Mental Health Services
Whether you study on campus or online, mental health services are available to help you maintain your academic success. Penn State provides resources to address concerns including anxiety, depression, relationship difficulties, and stress, and provides mental health advocates who can help you. If you are a resident student, resources can be found at Counseling and Psychological Services. If you are a World Campus student, please see Student Resources for further information. If you or someone you know is experiencing a crisis situation, please call your local emergency service.
Veterans and currently serving military personnel and/or spouses with unique circumstances (e.g., upcoming deployments, drill/duty requirements, disabilities, VA appointments, etc.) are welcome and encouraged to communicate these, in advance if possible, to the instructor in the case that special arrangements need to be made.
In case of weather-related delays at the University, this online course will proceed as planned. Your instructor will inform you if there are any extenuating circumstances regarding content or activity due dates in the course due to weather delays. If you are affected by a weather-related emergency, please contact your instructor at the earliest possible time to make special arrangements.
Connect Online with Caution
Penn State is committed to educational access for all. Our students come from all walks of life and have diverse life experiences. As with any other online community, the lack of physical interaction in an online classroom can create a false sense of anonymity and security. While one can make new friends online, digital relationships can also be misleading. Good judgment and decision making are critical when choosing to disclose personal information with others whom you do not know.
This course will be conducted entirely online.
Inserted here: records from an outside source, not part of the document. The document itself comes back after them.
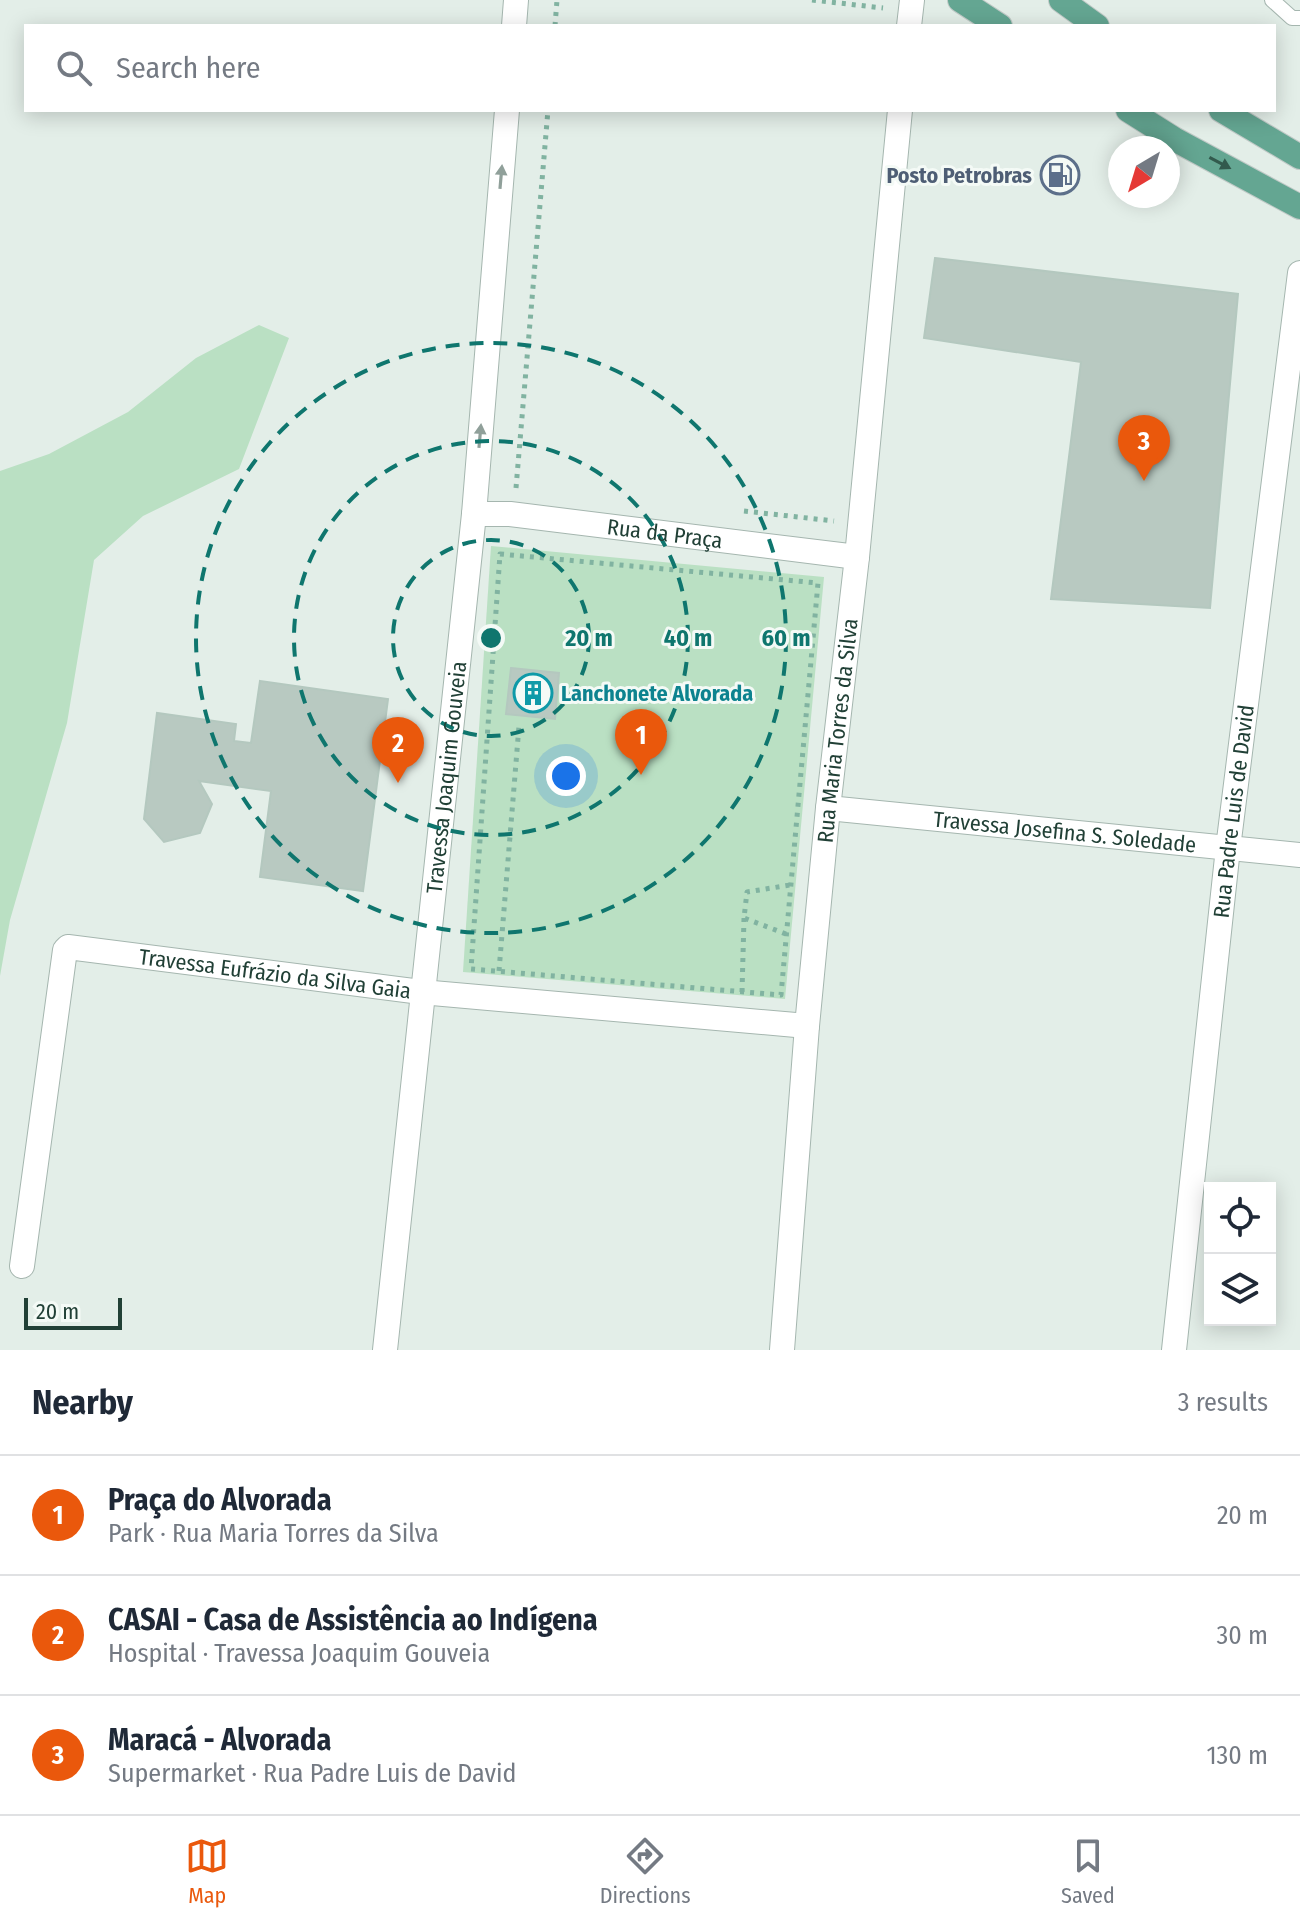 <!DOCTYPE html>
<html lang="en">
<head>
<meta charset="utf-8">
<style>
  :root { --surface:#fff; --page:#f6f6f7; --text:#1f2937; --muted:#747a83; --line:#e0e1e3; --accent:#ea580c }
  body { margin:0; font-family:"Fira Sans Condensed",sans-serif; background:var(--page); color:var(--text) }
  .controls { position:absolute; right:24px; bottom:24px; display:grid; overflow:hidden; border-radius:0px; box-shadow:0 4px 20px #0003 }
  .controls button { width:72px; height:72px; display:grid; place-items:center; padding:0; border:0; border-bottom:2px solid var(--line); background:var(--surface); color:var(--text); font:40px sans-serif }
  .compass { position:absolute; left:1108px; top:136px; width:72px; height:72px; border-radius:50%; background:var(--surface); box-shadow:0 4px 20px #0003; rotate:218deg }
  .scale { position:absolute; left:24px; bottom:20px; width:98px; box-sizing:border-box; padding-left:8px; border:4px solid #214036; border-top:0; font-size:22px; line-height:28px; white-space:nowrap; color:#214036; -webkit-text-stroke:6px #f4faf6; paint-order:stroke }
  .you { position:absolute; left:566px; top:776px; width:28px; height:28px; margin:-20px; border:6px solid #fff; border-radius:50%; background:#1a73e8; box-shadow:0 0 0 12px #1a73e833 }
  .badge { display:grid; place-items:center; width:52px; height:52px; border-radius:50%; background:var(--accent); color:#fff; font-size:26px; font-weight:700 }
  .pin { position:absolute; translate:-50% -66px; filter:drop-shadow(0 2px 4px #0008) }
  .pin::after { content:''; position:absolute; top:42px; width:28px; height:24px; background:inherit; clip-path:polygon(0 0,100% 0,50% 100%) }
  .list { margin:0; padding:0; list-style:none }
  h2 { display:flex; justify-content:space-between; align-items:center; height:104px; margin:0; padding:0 32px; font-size:34px }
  h2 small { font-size:26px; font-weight:400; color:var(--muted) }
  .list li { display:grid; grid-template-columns:52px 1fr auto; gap:24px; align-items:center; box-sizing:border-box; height:120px; padding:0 32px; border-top:2px solid var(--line) }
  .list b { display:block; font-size:30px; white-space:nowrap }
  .list p { margin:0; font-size:26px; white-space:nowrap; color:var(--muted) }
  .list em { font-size:26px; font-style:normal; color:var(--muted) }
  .icon { flex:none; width:44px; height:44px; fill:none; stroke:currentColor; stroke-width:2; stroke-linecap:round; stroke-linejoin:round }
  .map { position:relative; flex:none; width:1300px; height:1350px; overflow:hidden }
  .search { position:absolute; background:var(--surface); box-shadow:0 4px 20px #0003; left:24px; right:24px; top:24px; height:88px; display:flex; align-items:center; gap:20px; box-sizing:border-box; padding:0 28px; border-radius:0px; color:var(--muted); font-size:30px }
  .sheet { height:464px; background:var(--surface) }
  nav { display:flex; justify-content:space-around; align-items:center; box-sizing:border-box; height:112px; border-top:2px solid var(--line); background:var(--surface); font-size:22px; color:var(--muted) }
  nav a { display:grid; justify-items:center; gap:4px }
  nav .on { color:var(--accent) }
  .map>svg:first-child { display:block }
</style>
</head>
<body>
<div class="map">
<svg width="1300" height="1350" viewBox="0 0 1300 1350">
  <rect width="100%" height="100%" fill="#e3eee8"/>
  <g fill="#bae0c3">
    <polygon points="259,325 289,338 239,469 143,516 94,560 67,723 10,920 0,976 0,471 49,454 128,412 196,358"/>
    <polygon points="491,546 824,577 785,999 463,972"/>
  </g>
  <g fill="#b8c9c1" stroke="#b4c8bf" stroke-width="2">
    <polygon points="935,258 1238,294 1210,608 1051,599 1081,362 924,338"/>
    <polygon points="511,668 559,673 555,719 506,714"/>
    <polygon points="260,681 388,699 363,891 260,877 271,791 199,781 212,804 200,833 164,842 144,819 157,713 236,724 234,741 251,743"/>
  </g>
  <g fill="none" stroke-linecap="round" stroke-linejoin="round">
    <defs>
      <polyline id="lane" points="1272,0 1292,18 1300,18"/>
      <g id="street">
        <polyline points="514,26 516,0"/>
        <polyline points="909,26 912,0"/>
        <path id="s1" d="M 474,514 L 510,514 L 857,557"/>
        <path id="s2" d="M 828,808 L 1300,855"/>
        <path id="s3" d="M 22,1266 L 65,950 L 68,947 L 421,992 L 807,1026"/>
        <path id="s4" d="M 385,1350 L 474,514 L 507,110"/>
        <path id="s5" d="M 782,1350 L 807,1026 L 828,808 L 857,557 L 900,110"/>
        <path id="s6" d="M 1174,1350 L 1228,848 L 1300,273"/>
      </g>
      <g id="primary">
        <polyline points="960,0 1000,26"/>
        <polyline points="1061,0 1097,26"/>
        <polyline points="1128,110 1174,139 1300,207"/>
        <polyline points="1221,110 1300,157"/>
      </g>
    </defs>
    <use href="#lane" stroke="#a5b6af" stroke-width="16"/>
    <use href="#street" stroke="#a5b6af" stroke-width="26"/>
    <use href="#primary" stroke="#c1cac7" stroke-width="26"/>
    <g stroke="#81b3a1" stroke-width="5" stroke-dasharray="4 6" stroke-linecap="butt">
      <polyline points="812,0 883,8"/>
      <polyline points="555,26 557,0"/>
      <polyline points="516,488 548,110"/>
      <polyline points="744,511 834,521"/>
      <polygon points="500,554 818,583 781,995 471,969"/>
      <polyline points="786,934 744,918 747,892 790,885"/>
      <polyline points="499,971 519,726"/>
      <polyline points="742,992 744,918"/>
    </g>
    <use href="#lane" stroke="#fff" stroke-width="14"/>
    <use href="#street" stroke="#fff" stroke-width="24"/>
    <use href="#primary" stroke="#64a692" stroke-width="24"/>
  </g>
  <defs><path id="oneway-solid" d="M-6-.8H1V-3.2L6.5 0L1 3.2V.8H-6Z" transform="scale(2)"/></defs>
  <use fill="#325a4d" href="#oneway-solid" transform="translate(1220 163) rotate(28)"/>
  <g fill="#90a09a">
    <use href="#oneway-solid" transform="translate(501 177) rotate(-85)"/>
    <use href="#oneway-solid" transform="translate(480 436) rotate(-85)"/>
  </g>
  <g fill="none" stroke="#0f766e" stroke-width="4" stroke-dasharray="14 10">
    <circle cx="491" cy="638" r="98"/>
    <circle cx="491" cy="638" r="197"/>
    <circle cx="491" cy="638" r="295"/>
  </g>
  <defs>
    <symbol id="fuel-ring" viewBox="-11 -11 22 22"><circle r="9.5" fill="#f4faf6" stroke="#5c6f8a" stroke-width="1.5"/><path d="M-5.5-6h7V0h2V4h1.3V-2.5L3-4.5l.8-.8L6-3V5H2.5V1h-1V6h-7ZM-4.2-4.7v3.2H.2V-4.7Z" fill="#5c6f8a"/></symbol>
    <symbol id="building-ring" viewBox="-11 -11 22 22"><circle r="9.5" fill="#f4faf6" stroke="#0f9aa8" stroke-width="1.5"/><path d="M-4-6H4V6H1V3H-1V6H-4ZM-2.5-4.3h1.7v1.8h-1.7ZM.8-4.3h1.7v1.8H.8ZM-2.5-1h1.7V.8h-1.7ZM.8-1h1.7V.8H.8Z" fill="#0f9aa8"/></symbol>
  </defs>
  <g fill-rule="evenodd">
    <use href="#fuel-ring" x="1038" y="153" width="44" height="44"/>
    <use href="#building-ring" x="511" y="671" width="44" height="44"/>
  </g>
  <g text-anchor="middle" stroke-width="6" stroke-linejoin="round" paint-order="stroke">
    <g font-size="22" font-weight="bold" fill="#4e5e75" stroke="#f4faf6" text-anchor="end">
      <text x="1032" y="183">Posto Petrobras</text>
    </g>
    <g font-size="22" fill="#214036" stroke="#f4faf6">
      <text dy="8" stroke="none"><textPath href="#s1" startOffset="192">Rua da Praça</textPath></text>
      <text dy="8" stroke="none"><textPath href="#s5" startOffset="622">Rua Maria Torres da Silva</textPath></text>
      <text dy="8" stroke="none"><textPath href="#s4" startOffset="576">Travessa Joaquim Gouveia</textPath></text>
      <text dy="8" stroke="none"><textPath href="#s6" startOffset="542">Rua Padre Luis de David</textPath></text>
      <text dy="8" stroke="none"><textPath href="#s2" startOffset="238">Travessa Josefina S. Soledade</textPath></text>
      <text dy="8" stroke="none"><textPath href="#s3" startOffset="532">Travessa Eufrázio da Silva Gaia</textPath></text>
    </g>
    <g font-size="22" font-weight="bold" fill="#0d838f" stroke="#f4faf6" text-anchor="start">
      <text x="561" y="701">Lanchonete Alvorada</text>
    </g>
  </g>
  <circle cx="491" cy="638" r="12" fill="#0f766e" stroke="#f4faf6" stroke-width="4"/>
  <g font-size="24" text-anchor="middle" font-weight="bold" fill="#0f766e" stroke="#f4faf6" stroke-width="6" stroke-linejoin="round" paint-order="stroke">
    <text x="589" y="646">20 m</text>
    <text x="688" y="646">40 m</text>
    <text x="786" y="646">60 m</text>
  </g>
</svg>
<div class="controls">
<button><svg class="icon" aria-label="locate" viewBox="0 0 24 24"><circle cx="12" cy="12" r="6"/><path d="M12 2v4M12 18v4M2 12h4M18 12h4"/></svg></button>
<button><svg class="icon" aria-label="layers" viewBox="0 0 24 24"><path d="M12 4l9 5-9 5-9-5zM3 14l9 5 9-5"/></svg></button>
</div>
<svg class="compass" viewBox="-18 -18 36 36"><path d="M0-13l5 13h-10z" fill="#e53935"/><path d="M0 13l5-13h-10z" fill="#747a83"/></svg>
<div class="scale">20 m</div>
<div class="you"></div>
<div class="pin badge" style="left:641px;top:775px">1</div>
<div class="pin badge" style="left:398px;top:783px">2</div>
<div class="pin badge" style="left:1144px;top:481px">3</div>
<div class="search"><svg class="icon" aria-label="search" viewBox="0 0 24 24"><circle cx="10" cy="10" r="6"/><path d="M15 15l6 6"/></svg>Search here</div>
</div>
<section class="sheet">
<h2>Nearby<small>3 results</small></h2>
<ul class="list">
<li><span class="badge">1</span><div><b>Praça do Alvorada</b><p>Park · Rua Maria Torres da Silva</p></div><em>20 m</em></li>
<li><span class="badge">2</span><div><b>CASAI - Casa de Assistência ao Indígena</b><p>Hospital · Travessa Joaquim Gouveia</p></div><em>30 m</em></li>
<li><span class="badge">3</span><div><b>Maracá - Alvorada</b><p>Supermarket · Rua Padre Luis de David</p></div><em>130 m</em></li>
</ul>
</section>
<nav>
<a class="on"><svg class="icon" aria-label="map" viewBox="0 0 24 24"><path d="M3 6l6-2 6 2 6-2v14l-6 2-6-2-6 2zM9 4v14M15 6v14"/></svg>Map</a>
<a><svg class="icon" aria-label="directions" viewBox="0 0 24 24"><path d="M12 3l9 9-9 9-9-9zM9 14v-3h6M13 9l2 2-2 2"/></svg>Directions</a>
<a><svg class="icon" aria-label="saved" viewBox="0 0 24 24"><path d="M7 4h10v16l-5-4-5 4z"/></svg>Saved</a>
</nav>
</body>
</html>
There will be no set class meeting times, but you will be required to complete assignments with specific due dates. Many of the assignments are open for multiple days. It is your responsibility to complete the work on time, which may require you to complete the work early if you plan to travel or participate in national holidays, religious observances, or University-approved activities.
If you need to request an exception due to a personal or medical emergency, contact the instructor directly as soon as you are able. The instructor's ability to accommodate you is dependent on the earliest possible notification. Such requests will be considered on a case-by-case basis.
Please note that the specifics of this Course Syllabus can be changed at any time, and you will be responsible for abiding by any such changes. All changes will be communicated with you via e-mail, course announcement and/or course discussion forum.